In [None]:
import pandas as pd

class NewsData:
    """Load and preprocess news CSV with columns: headline, publisher, date."""

    def __init__(self, file_path, date_col="date"):
        self.file_path = file_path
        self.date_col = date_col
        self.df = None
        self.load()

    def load(self):
        df = pd.read_csv(self.file_path)
        if self.date_col in df.columns:
            df[self.date_col] = pd.to_datetime(df[self.date_col], errors='coerce')
            df = df.dropna(subset=[self.date_col])
            df = df.sort_values(self.date_col).reset_index(drop=True)
            df = df.rename(columns={self.date_col: "timestamp"})
        else:
            raise KeyError(f"Expected date column '{self.date_col}' in file")
        self.df = df
        return df

    def clean_text(self, column="headline"):
        df = self.df.copy()
        df[column] = df[column].astype(str).str.replace(r"[^A-Za-z0-9\s]", "", regex=True)
        df[column] = df[column].str.lower().str.strip()
        self.df = df
        return df


In [None]:
# =====================================================
# Task 2: Quantitative Analysis - News + Stock Data
# =====================================================

# 1️⃣ Imports
import pandas as pd
import matplotlib.pyplot as plt
import seaborn as sns
import glob

sns.set_style("whitegrid")



In [None]:
# ----------------------------
# 2️⃣ NewsData Class (inline)
# ----------------------------
class NewsData:
    """Load and preprocess news CSV with columns: headline, publisher, date."""

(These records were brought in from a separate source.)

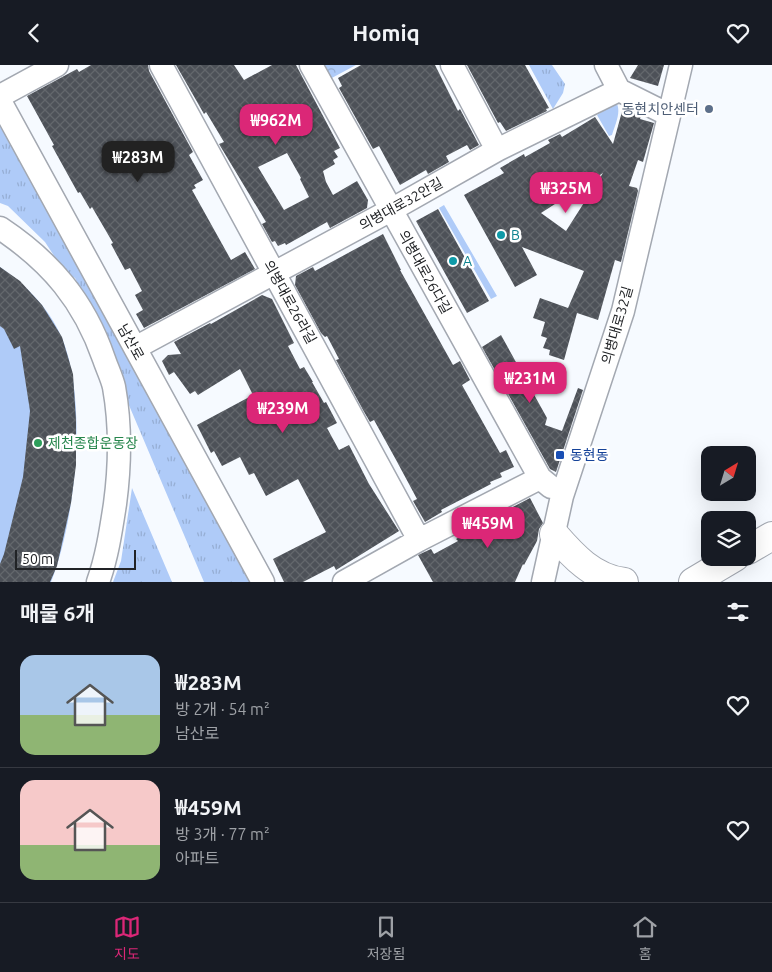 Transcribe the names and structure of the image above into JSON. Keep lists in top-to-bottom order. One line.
{"streets":{"street":["의병대로32안길","의병대로26다길","의병대로26라길","의병대로32길","남산로"]},"crossings":[["의병대로32안길","의병대로26다길"],["의병대로32안길","의병대로26라길"],["의병대로32안길","남산로"]],"places":{"other":["동현치안센터","B","A","제천종합운동장"],"transit":["동현동"]},"scale_bar":"50 m","north":"top right","page":{"header":"Homiq","price":["₩962M","₩283M","₩325M","₩231M","₩239M","₩459M"],"scale":"50 m","heading":"매물 6개","list":[{"name":"₩283M","note":"방 2개 · 54 m² · 남산로"},{"name":"₩459M","note":"방 3개 · 77 m² · 아파트"}],"tabs":["지도","저장됨","홈"]}} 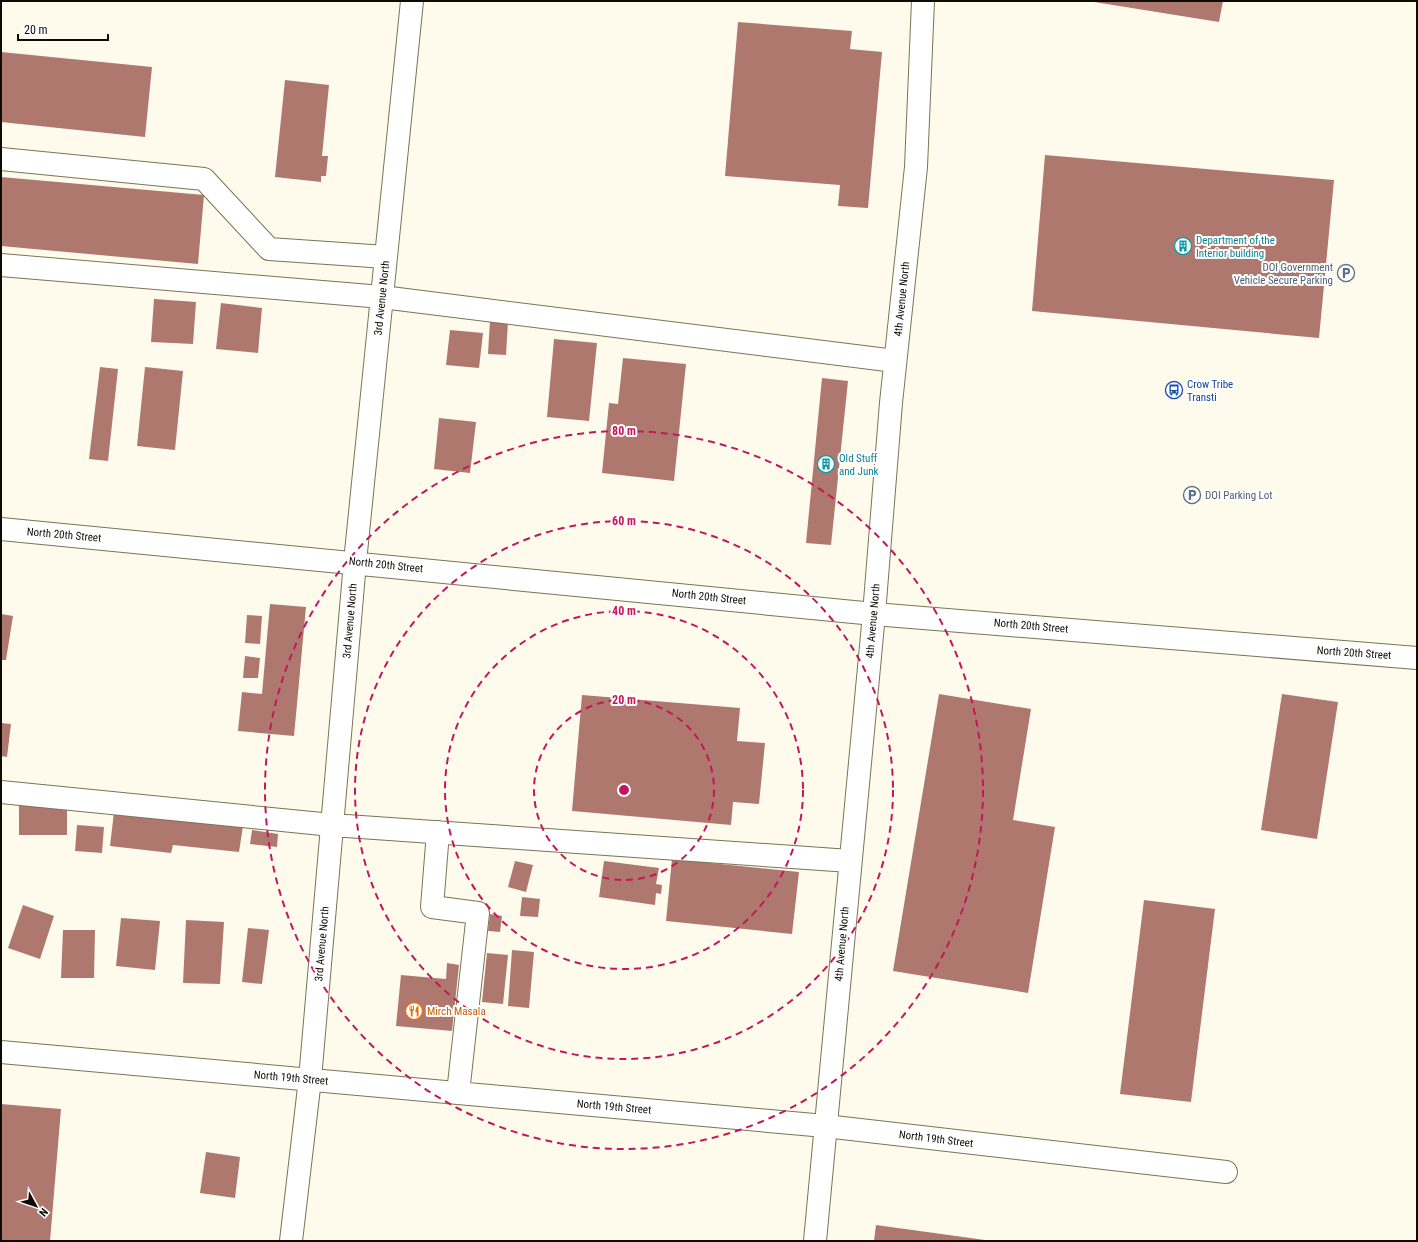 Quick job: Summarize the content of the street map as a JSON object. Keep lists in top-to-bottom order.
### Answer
{
  "streets": {
    "street": [
      "3rd Avenue North",
      "4th Avenue North",
      "North 20th Street",
      "North 19th Street"
    ]
  },
  "crossings": [
    ["3rd Avenue North", "North 20th Street"],
    ["3rd Avenue North", "North 19th Street"],
    ["4th Avenue North", "North 20th Street"],
    ["4th Avenue North", "North 19th Street"]
  ],
  "places": {
    "building": ["Department of the Interior building", "Old Stuff and Junk"],
    "parking": ["DOI Government Vehicle Secure Parking", "DOI Parking Lot"],
    "bus stop": ["Crow Tribe Transti"],
    "restaurant": ["Mirch Masala"]
  },
  "scale_bar": "20 m",
  "north": "bottom right",
  "rings": [
    "80 m",
    "60 m",
    "40 m",
    "20 m"
  ]
}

    def __init__(self, file_path, date_col="date"):
        self.file_path = file_path
        self.date_col = date_col
        self.df = None
        self.load()

    def load(self):
        df = pd.read_csv(self.file_path)
        if self.date_col in df.columns:
            df[self.date_col] = pd.to_datetime(df[self.date_col], errors='coerce')
            df = df.dropna(subset=[self.date_col])
            df = df.sort_values(self.date_col).reset_index(drop=True)
            df = df.rename(columns={self.date_col: "timestamp"})
        else:
            raise KeyError(f"Expected date column '{self.date_col}' in file")
        self.df = df
        return df

    def clean_text(self, column="headline"):
        df = self.df.copy()
        df[column] = df[column].astype(str).str.replace(r"[^A-Za-z0-9\s]", "", regex=True)
        df[column] = df[column].str.lower().str.strip()
        self.df = df
        return df


In [None]:
# ----------------------------
# 3️⃣ Load News Data
# ----------------------------
news_file = "../Datas/newsData/raw_analyst_ratings.csv"
news = NewsData(news_file)
news.clean_text()
print("News data loaded:", news.df.shape)
news.df.head()


In [None]:

# ----------------------------
# 4️⃣ Load Stock Data
# ----------------------------
# Example: Load all processed stock CSVs
stock_files = glob.glob("../Datas/processed/*_processed.csv")

stocks = {}
for f in stock_files:
    symbol = f.split("\\")[-1].replace("_processed.csv","")
    df = pd.read_csv(f, parse_dates=["Date"])
    df = df.sort_values("Date").reset_index(drop=True)
    stocks[symbol] = df
    print(f"Loaded {symbol}: {df.shape}")


In [None]:

# ----------------------------
# 5️⃣ Technical Indicators
# ----------------------------
# Simple Moving Average (SMA) Example
for symbol, df in stocks.items():
    df["SMA_5"] = df["Close"].rolling(5).mean()
    df["SMA_20"] = df["Close"].rolling(20).mean()


In [None]:

# ----------------------------
# 6️⃣ Quick Visualization
# ----------------------------
# News frequency over time
news_counts = news.df.groupby(news.df["timestamp"].dt.date).size()
plt.figure(figsize=(12,5))
news_counts.plot(kind="bar")
plt.title("Daily News Article Counts")
plt.xlabel("Date")
plt.ylabel("Count")
plt.tight_layout()
plt.show()

# Stock price with SMA example for one stock
symbol = "AAPL"
df = stocks[symbol]
plt.figure(figsize=(12,5))
plt.plot(df["Date"], df["Close"], label="Close")
plt.plot(df["Date"], df["SMA_5"], label="SMA 5")
plt.plot(df["Date"], df["SMA_20"], label="SMA 20")
plt.title(f"{symbol} Stock Price with SMA")
plt.xlabel("Date")
plt.ylabel("Price")
plt.legend()
plt.tight_layout()
plt.show()